1 of 32

Section 1: Intro to Labs 0 + 1

CSE 452 Winter 2023

2 of 32

Acknowledgements

These dslab slides were developed as a collaborative effort among the TA’s for UW CSE 452/552 over a period of several years. We thank all who contributed.

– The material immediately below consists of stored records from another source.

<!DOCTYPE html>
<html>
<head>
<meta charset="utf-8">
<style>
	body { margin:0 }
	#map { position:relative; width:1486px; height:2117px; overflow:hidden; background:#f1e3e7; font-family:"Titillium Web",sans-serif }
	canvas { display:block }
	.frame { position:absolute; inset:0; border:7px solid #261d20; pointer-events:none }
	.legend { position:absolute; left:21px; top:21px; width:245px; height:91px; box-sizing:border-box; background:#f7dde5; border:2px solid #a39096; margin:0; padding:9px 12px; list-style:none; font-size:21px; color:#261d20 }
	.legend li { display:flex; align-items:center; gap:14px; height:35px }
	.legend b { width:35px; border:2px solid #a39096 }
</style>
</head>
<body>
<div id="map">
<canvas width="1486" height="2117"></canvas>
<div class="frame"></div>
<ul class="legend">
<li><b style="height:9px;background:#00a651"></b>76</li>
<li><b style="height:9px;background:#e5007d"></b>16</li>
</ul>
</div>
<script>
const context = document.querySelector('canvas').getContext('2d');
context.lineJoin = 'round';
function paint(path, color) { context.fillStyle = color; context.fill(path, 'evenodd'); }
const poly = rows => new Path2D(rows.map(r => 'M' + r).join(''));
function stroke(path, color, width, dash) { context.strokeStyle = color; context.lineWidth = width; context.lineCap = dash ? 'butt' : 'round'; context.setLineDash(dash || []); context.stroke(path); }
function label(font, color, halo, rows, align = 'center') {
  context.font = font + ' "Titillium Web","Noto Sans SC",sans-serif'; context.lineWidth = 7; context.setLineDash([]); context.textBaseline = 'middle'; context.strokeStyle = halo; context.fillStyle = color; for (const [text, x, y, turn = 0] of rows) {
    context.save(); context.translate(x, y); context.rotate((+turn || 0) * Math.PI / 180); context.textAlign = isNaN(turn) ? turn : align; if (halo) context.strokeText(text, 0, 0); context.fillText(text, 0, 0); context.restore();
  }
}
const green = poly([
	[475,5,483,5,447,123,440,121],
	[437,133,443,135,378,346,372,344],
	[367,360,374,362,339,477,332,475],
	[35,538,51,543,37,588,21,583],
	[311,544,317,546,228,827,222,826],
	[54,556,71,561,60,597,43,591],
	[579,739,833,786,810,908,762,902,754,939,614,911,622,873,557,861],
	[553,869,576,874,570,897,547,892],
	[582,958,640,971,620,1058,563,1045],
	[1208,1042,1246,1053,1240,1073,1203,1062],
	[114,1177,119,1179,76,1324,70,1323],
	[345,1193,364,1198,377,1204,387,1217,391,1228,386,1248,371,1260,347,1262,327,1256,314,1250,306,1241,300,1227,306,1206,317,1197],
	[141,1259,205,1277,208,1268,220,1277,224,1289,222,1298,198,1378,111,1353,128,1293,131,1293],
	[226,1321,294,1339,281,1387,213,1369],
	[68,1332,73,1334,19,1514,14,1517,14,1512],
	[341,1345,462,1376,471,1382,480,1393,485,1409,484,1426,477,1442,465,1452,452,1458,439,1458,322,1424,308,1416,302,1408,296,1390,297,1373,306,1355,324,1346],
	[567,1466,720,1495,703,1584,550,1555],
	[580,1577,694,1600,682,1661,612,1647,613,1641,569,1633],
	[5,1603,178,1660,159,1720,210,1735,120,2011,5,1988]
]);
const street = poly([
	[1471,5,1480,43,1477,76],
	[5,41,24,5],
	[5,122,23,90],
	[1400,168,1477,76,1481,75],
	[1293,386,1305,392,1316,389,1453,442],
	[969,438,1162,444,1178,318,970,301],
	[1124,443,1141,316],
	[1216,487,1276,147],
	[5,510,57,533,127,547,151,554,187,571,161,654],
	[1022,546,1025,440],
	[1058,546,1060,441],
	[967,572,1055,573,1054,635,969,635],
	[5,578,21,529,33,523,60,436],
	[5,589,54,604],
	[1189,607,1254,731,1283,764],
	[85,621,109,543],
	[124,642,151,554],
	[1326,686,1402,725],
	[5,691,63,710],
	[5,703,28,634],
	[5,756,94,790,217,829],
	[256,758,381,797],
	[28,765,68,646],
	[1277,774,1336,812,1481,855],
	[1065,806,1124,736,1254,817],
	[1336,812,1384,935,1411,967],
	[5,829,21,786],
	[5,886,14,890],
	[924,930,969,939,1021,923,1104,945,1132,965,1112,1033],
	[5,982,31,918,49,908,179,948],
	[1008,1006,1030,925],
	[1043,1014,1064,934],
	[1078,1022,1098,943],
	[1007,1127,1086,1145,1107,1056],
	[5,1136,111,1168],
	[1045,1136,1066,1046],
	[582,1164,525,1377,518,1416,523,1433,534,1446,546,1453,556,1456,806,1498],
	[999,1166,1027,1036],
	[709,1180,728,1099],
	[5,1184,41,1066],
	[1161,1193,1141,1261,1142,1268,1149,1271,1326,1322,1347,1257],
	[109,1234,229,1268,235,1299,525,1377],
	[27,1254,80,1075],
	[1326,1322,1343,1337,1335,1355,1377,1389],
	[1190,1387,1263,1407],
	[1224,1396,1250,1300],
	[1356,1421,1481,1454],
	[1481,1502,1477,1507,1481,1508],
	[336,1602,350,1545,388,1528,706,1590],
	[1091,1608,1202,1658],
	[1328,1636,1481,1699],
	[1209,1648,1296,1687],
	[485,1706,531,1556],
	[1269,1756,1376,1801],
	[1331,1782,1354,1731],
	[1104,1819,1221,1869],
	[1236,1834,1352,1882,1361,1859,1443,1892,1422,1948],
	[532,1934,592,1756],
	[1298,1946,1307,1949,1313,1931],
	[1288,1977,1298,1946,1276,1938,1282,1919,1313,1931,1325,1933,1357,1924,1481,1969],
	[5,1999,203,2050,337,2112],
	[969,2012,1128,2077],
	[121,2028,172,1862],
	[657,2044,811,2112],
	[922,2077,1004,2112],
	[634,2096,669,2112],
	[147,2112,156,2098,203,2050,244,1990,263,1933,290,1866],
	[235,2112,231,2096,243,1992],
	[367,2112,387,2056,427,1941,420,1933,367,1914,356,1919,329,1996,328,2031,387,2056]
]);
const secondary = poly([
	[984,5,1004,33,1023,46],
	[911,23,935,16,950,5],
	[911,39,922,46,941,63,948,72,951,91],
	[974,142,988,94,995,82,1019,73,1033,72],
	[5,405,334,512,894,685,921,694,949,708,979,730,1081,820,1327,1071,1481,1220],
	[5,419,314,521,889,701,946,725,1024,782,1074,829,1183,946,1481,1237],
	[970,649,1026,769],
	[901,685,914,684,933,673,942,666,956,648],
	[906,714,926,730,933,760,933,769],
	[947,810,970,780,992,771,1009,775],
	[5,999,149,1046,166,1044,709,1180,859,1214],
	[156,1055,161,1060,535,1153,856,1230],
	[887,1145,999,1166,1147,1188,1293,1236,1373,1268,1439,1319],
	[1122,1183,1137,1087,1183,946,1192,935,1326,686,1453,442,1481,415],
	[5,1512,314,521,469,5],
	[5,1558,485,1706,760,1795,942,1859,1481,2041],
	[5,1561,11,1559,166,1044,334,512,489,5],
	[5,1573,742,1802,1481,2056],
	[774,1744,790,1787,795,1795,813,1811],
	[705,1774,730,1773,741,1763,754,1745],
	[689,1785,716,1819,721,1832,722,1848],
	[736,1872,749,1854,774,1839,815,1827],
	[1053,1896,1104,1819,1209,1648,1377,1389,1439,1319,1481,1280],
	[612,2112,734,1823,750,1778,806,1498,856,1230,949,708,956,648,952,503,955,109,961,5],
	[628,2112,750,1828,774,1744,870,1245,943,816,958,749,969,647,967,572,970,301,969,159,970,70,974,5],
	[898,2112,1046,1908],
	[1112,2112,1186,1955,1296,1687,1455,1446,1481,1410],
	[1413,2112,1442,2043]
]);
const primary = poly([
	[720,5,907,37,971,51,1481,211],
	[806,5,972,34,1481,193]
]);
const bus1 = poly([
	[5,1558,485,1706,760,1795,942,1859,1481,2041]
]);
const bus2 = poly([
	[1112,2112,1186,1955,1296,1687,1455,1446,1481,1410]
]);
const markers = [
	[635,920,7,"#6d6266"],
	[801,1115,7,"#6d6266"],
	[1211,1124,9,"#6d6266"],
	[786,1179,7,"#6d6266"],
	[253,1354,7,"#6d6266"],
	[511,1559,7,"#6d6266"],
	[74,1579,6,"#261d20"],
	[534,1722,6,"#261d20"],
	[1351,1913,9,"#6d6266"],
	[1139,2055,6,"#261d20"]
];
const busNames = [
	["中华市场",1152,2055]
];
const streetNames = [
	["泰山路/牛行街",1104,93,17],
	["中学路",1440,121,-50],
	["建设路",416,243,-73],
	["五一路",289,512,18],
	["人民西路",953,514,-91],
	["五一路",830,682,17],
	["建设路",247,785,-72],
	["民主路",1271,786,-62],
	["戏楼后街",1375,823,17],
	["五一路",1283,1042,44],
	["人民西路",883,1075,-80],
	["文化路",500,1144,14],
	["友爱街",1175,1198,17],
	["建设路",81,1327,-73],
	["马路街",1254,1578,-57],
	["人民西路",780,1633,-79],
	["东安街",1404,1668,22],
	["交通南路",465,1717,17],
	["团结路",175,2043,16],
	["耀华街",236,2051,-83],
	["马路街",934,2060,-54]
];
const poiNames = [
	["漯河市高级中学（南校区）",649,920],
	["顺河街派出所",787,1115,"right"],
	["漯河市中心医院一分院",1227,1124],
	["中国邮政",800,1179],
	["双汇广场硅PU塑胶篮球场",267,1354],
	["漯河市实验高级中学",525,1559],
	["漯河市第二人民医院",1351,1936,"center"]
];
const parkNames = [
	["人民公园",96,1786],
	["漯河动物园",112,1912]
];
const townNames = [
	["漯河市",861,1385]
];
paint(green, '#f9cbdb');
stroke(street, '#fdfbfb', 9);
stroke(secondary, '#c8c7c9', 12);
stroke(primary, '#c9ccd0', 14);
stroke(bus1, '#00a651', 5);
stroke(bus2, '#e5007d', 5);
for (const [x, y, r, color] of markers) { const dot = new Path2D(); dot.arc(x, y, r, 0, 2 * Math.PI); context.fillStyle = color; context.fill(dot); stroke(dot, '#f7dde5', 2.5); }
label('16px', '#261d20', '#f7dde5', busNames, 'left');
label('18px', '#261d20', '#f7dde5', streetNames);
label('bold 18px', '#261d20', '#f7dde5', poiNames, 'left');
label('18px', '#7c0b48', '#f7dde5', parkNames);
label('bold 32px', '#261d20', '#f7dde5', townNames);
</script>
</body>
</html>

Adnan Ahmad, Nick Anderson, Anirban (Anir) Biswas, Anirudh Canumalla, Riley Chang, Tianyi Cui, Colin Evans, Yael Goldin, Divye Jain, Kushal Jhunjhunwalla, Justin Johnson, Sarang Joshi, Lukas Joswiak, Arthur Liang, Jiuru Li, Boyan Li, CJ Lin, Wei Lin, Travis McGaha, Ellis Michael, Samantha Miller, David Porter, Raden (Roy) Pradana, Guramrit Singh, Luxi Wang, Andrew Wei, Zachariah Wolfe, Doug Woos, Lanhao Wu, Yuchong (Yvonna) Xiang, Shibin (Jack) Xu, Paul Yau, Dao Yi, Michael Yu, Sarah Yu, Aileen Zeng, Kaiyuan Zhang, Leiyi Zhang, Eddy Zhou

3 of 32

Announcements

Student repos should be available at dslabs-[your CSE NETID], reach out to us if yours is missing
Lab 1 due next Friday (1/13) [done individually]
Problem sets: see course website for due dates
Keep an eye out for partner form next week

4 of 32

Time for labs [in hours]

(fairly rough) statistics from Spring 2021

Lab	Mean Total (Union)	Std. dev. Total (Union)	Median Total (Union)
Lab 1	7.438	3.336	7.0
Lab 2	32.94 (28.09)	15.98 (14.17)	30 (25)
Lab 3	53.57 (37.96)	30.48 (24.76)	49 (32)
Lab 4*	37.24 (30.62)	21.78 (18.54)	30 (27)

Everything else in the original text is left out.